PACTO DE CONVIVÊNCIA

  •     Respeitar a Professora e as Diretoras da Escola.
  •    Não ficar de “saliência” com as meninas.
  •   Ser educado com o colega: dizer “por favor”, “obrigado”, “com licença”, “desculpe”, etc.
  •   Não fazer bagunça na sala de aula.
  •   Fazer a higiene pessoal antes das aulas.
  •   Estudar para fazer as provas.
  •   Não chegar atrasado e vir uniformizado.
  •   Não xingar e nem colocar apelidos nos colegas.
  •   Usar roupas decentes nas aulas de Educação Física.
  •  Não usar telefone celular na sala de aula – a Professora pode atender se for da Creche de seu filho.
  •   Manter a sala limpa: não jogar lixo no chão, não pichar, não escrever na mesa, etc.
  •   Não ficar de vandalismo na Escola.
  •  Tirar um tempo no final da aula para conversar e desenhar, caso a turma fique quieta (se sobrar tempo).
  •   Não brigar na Escola e nem na rua.
  •  Evitar faltas às aulas. E avisar com antecedência se souber que precisará faltar.
  •   Comprometer-se a cumprir o Pacto de Convivência.

               Um fato interessante foi que o "não ficar de saliência com as meninas" foi sugerido pelos próprios meninos. Adorei! Noto que a união já começa a nascer desse grupo.

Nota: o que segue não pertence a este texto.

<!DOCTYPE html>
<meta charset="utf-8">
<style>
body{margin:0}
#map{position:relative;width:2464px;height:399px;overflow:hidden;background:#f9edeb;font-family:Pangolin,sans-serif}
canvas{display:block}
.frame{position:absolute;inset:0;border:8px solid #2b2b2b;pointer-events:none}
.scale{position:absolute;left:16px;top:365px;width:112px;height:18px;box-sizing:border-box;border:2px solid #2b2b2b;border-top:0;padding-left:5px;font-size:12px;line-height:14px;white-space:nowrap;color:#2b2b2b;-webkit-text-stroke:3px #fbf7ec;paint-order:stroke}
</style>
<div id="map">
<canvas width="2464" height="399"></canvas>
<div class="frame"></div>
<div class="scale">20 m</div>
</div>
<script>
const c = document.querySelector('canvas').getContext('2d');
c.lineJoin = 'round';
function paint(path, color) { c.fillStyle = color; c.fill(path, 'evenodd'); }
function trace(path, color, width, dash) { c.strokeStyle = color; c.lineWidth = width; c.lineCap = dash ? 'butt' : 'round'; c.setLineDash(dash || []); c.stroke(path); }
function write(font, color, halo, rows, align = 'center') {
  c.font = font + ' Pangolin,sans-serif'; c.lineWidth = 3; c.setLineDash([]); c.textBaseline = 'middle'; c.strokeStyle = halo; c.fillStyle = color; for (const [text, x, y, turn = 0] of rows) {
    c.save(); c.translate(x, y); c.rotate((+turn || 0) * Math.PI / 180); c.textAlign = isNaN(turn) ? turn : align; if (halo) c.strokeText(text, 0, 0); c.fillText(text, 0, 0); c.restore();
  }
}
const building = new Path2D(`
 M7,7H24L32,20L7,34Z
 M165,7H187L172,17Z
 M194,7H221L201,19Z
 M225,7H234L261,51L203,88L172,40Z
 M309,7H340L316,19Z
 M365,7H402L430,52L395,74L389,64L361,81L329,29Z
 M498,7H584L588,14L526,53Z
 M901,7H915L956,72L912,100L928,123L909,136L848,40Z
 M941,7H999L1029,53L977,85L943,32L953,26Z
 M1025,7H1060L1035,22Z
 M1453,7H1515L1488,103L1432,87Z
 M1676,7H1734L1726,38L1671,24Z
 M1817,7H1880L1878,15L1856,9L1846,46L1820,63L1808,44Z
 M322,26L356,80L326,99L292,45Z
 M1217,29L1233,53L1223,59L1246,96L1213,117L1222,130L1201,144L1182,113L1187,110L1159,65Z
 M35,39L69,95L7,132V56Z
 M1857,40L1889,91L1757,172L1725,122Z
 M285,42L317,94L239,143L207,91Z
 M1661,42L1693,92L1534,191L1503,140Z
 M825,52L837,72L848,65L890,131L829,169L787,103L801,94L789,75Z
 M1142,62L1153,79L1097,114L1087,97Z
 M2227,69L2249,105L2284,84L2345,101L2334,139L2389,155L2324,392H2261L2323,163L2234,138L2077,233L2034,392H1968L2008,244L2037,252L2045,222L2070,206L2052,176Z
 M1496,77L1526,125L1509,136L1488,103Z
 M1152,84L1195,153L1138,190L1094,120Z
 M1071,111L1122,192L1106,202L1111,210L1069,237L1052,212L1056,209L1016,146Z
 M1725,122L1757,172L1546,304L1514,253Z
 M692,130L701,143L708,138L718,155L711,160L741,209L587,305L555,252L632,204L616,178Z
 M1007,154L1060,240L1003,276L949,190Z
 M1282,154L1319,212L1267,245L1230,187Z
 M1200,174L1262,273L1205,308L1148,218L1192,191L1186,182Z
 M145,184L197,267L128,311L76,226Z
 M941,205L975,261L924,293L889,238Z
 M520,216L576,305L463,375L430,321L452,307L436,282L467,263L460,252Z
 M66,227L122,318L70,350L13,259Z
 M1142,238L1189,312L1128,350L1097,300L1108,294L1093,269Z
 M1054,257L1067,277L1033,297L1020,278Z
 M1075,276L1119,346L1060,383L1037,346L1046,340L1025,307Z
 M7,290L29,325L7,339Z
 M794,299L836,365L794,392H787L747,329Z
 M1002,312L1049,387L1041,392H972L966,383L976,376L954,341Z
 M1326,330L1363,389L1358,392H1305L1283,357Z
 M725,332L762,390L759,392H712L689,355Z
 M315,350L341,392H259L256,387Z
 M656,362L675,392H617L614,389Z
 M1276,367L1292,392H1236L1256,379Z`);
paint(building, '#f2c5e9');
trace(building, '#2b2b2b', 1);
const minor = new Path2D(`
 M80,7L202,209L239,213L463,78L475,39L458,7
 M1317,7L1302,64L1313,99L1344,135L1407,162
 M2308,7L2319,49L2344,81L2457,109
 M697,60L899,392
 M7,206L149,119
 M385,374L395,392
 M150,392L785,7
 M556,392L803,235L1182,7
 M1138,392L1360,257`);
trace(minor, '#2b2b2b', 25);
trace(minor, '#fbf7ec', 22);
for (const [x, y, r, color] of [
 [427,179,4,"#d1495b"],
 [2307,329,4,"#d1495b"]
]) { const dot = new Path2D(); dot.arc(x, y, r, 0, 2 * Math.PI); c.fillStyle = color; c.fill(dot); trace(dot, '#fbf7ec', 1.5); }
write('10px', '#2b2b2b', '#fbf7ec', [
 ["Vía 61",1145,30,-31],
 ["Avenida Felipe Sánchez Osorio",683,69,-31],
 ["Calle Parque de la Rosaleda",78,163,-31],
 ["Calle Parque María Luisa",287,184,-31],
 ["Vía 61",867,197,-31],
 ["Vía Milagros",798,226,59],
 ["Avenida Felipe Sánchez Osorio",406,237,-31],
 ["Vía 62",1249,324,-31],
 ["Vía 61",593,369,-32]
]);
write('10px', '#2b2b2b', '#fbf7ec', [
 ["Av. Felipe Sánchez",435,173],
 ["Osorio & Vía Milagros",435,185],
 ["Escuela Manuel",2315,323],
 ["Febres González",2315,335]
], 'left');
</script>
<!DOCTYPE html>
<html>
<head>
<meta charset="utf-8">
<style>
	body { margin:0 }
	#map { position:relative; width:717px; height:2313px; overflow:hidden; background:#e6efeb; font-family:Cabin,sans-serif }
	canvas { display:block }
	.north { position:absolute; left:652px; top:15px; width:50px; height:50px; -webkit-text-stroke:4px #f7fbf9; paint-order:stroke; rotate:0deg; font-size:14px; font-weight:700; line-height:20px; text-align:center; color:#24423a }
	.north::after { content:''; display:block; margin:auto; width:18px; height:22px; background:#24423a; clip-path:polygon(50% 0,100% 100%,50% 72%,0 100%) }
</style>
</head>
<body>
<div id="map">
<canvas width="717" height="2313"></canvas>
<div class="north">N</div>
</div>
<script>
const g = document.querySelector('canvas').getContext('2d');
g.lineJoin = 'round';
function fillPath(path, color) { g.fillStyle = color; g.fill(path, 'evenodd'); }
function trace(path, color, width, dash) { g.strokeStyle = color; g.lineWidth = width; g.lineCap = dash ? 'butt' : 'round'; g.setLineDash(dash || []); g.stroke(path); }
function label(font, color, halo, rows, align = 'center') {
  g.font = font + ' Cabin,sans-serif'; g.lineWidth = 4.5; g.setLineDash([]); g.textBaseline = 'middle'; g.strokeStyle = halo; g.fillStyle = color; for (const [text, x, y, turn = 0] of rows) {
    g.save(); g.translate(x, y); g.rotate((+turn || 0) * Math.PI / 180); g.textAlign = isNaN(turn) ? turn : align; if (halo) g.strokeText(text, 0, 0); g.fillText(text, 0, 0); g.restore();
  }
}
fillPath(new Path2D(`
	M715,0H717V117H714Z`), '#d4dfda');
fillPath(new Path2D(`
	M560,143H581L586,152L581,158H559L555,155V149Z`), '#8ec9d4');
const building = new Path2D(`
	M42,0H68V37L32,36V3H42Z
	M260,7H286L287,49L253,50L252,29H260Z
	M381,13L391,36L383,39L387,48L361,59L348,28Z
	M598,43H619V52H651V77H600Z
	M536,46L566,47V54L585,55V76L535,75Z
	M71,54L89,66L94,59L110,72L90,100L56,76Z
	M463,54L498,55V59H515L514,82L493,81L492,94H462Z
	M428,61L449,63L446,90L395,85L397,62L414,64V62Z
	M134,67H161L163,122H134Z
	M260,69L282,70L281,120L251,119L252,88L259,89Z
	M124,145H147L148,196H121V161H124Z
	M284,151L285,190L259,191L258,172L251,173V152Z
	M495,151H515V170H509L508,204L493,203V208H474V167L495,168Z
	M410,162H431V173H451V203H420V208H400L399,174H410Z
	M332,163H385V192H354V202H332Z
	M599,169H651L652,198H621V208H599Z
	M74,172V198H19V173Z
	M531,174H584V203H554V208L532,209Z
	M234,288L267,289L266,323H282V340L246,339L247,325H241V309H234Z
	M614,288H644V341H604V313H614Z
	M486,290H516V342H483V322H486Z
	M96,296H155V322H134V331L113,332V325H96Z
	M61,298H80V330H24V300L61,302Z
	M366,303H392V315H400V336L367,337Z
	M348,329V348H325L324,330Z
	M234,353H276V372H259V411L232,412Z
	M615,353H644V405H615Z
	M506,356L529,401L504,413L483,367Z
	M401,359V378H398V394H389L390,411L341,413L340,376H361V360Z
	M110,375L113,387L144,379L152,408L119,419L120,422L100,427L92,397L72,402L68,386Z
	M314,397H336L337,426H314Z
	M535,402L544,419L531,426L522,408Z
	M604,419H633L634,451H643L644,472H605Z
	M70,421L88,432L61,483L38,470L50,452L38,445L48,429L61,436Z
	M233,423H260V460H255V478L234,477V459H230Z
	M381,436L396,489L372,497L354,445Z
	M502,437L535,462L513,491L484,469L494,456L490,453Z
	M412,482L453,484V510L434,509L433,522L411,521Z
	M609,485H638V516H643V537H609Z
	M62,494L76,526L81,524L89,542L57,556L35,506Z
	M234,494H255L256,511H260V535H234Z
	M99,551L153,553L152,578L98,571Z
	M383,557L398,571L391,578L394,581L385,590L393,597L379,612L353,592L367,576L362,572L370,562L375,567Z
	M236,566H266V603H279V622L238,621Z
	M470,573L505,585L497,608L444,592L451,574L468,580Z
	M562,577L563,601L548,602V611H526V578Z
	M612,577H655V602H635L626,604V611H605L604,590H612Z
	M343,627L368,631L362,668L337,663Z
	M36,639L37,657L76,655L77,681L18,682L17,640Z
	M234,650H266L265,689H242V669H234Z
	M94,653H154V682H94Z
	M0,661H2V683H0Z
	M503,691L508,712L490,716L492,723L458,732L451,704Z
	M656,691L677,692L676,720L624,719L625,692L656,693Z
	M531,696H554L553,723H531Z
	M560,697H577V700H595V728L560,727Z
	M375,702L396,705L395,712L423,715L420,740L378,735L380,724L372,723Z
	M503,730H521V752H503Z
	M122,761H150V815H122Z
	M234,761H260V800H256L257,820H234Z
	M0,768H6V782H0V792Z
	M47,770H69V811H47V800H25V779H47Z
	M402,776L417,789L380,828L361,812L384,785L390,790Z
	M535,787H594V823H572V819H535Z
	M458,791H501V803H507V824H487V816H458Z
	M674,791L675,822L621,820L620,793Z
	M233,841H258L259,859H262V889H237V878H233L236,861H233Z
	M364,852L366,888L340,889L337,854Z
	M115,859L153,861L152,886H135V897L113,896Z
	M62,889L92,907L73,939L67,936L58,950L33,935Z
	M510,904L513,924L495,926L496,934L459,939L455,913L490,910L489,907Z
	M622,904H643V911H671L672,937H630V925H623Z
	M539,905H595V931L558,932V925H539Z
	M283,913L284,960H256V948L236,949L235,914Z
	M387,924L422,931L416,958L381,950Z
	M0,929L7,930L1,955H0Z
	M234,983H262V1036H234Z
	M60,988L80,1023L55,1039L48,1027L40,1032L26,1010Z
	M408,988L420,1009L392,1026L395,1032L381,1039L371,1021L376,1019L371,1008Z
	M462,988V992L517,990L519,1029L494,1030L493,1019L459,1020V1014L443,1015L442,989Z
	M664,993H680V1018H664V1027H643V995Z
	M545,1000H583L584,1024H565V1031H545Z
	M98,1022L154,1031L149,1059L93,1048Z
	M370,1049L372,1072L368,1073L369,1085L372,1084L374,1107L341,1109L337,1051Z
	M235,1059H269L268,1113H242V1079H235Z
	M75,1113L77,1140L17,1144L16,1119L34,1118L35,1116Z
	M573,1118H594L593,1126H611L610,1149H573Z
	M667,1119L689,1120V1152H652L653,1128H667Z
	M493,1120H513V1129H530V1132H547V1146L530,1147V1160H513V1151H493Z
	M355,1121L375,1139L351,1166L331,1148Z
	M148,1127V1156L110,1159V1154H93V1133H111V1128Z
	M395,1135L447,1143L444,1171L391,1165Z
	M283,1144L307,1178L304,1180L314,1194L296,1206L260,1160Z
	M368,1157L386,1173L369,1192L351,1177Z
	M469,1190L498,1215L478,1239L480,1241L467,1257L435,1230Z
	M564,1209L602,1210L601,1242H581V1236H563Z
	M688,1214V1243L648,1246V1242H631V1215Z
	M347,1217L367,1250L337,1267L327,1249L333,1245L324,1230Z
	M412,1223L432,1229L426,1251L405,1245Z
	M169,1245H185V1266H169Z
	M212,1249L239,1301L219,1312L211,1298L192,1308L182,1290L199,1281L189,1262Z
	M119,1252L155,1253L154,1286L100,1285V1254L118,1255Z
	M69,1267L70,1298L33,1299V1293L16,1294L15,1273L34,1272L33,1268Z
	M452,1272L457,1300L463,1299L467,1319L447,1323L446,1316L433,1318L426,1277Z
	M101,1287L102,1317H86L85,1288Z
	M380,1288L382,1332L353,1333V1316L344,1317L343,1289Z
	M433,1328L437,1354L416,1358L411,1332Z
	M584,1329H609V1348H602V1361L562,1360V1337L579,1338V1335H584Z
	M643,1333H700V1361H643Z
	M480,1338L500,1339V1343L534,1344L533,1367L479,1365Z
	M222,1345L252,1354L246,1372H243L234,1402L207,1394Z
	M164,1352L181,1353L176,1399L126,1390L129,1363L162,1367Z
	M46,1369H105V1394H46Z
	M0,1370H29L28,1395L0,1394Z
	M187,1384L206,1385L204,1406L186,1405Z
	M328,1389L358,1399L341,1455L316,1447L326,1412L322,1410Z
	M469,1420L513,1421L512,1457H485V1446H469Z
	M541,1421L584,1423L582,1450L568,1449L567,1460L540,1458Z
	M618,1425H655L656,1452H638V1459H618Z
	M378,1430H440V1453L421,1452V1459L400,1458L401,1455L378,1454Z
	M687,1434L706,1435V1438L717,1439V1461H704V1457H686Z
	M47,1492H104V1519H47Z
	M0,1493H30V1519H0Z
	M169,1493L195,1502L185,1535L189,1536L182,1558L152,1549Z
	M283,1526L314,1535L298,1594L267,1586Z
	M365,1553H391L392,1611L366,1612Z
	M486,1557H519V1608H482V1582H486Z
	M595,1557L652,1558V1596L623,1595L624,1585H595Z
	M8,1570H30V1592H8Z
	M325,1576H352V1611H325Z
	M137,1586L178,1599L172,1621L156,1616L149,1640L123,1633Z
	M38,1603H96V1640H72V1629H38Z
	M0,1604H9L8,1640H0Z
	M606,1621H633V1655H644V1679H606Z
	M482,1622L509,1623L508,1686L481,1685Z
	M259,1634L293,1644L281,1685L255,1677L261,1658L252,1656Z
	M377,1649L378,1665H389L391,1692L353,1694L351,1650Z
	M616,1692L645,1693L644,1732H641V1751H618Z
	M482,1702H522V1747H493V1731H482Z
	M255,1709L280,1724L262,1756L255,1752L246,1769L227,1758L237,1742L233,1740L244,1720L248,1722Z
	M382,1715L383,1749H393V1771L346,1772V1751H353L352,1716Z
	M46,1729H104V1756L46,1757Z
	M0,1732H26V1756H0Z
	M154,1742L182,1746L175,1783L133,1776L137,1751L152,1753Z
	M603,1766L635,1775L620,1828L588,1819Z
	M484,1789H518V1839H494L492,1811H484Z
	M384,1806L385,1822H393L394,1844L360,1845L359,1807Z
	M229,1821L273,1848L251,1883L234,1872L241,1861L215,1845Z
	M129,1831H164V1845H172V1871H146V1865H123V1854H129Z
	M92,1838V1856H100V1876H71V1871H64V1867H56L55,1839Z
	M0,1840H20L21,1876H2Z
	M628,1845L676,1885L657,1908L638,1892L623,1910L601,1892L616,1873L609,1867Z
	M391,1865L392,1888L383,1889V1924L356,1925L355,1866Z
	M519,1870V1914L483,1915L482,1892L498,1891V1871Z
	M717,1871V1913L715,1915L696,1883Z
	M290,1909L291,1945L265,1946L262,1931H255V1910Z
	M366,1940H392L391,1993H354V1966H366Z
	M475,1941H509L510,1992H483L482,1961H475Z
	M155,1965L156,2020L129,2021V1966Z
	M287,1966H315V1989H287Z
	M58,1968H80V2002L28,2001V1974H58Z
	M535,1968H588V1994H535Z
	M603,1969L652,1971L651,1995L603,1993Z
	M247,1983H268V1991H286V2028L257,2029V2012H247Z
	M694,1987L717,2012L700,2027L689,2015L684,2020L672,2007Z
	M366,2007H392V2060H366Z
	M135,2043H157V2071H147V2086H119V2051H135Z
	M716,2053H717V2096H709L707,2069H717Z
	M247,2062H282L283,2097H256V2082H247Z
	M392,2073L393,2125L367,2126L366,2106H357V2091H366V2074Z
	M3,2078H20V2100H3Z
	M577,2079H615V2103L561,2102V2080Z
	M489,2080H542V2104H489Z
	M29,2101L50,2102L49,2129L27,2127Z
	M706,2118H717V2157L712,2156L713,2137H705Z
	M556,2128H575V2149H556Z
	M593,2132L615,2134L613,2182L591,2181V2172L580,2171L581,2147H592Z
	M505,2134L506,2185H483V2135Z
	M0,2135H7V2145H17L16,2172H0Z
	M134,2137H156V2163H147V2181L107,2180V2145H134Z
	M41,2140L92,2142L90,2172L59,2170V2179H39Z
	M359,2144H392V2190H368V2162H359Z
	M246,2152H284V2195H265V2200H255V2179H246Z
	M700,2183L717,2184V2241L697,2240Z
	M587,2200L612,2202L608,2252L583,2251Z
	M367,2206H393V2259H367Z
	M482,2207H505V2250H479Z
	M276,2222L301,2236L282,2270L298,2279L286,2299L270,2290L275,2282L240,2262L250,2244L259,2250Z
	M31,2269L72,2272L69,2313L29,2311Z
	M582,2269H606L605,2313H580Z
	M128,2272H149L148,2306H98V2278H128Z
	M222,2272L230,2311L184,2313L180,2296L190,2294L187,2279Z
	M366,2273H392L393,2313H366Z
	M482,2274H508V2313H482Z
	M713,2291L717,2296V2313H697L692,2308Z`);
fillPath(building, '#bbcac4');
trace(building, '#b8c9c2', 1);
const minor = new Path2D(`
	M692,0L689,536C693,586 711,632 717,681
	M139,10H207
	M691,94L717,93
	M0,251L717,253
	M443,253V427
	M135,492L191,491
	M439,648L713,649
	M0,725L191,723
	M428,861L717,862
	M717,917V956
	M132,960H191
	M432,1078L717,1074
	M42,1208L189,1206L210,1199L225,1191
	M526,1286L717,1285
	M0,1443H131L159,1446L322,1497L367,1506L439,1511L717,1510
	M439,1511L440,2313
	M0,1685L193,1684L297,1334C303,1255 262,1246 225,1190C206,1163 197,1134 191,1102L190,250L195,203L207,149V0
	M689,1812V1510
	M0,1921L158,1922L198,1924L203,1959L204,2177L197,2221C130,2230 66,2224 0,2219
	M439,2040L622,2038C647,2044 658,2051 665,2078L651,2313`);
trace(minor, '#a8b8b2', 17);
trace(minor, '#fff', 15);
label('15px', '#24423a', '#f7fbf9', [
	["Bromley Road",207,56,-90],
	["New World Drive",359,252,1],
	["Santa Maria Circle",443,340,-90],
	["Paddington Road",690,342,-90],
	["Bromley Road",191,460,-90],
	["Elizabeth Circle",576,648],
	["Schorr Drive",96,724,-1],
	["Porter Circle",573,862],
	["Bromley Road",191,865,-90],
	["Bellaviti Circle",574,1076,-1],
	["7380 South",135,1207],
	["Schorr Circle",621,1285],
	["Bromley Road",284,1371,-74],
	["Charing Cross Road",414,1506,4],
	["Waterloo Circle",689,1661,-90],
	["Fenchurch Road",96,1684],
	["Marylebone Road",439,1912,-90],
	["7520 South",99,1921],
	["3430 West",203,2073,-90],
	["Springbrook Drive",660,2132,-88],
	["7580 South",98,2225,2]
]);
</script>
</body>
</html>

sexta-feira, 2 de setembro de 2011

O Primeiro Choro

                Foi logo na primeira aula. Pelo o que vejo nas reuniões da aceleração, os alunos de projetos são um tanto quanto hostilizados pelos alunos regulares e até mesmo por alguns membros do Corpo Docente e da Direção da escolas. Quase sem exceções. Entendo que muitos são alunos da escola há 2, 3 anos... E continuam no 6o. ano... Entendo que alguns já fizeram muita besteira, já atrapalharam as aulas de muitos professores e deram bastante trabalho para a Direção. Mas isso não significa que eles não possam mudar - talvez eles não se encaixem no perfil da escola tradicional e uma metodologia nova faça com que eles se tornem novos alunos: conscientes, responsáveis, estudiosos... É com esse pensamento que entro em sala de aula. Tenho 28 alunos; destes, conheço 3: Psi, Omicron e Gama. Nunca me deram trabalho nas aulas de Educação Física, mas já ouvi muito falar do que são capazes na sala dos professores... Ksi também me é conhecida; porém, nunca fui professora dela - ela "matava" aula em 2010 e se infiltrava entre os alunos de Educação Física. Ksi tem fama de "barraqueira", arruma confusão por qualquer coisa. Fiquei receosa, confesso. Mas abri o coração e "entrei de cabeça" no nosso Período de Integração (15 dias de atividades quebra-gelo, dinâmicas de grupo, avaliação e diagnóstico da turma). Fizemos uma dinâmica onde havia duas caixas: uma bonita e uma feia. Os alunos escreveram em um papel uma característica boa e em outro, algo ruim sobre eles, mas dessa vez anonimamente. Li em voz alta as características boas e disse que a partir daquele momento, as coisas da caixa feia ficariam ali trancadas. Joguei a caixa fora. Um lindo simbolismo. Ao final da aula, cada um recebeu uma estrela de cinco pontas, onde deveriam escrever seus nomes e responder a algumas perguntas, tais como: "O que espero?", "O que ofereço?", "Meu medo é...". Ao final, fizemos um mural com as nossas estrelas. Era de fundo azul, assim como o céu o é. Após todos colarem suas estrelas, eu fixei um cartaz onde se lia: "O céu é o nosso limite". Ao mostrar a eles o trabalho pronto, disse que eles seriam as estrelas da nossa sala de aula e que em nenhum momento eles deveriam se sentir menosprezados por serem "de projeto". Foi aí. Chorei. A reação deles? Surpresa. Não estavam acostumados com sensibilidade: vivem uma vida dura e sofrida. Fiquei com vergonha, mas essa sou eu; se eu for ficar com eles por dois anos, durante quatro horas por dia, vão me ver chorar muito ainda!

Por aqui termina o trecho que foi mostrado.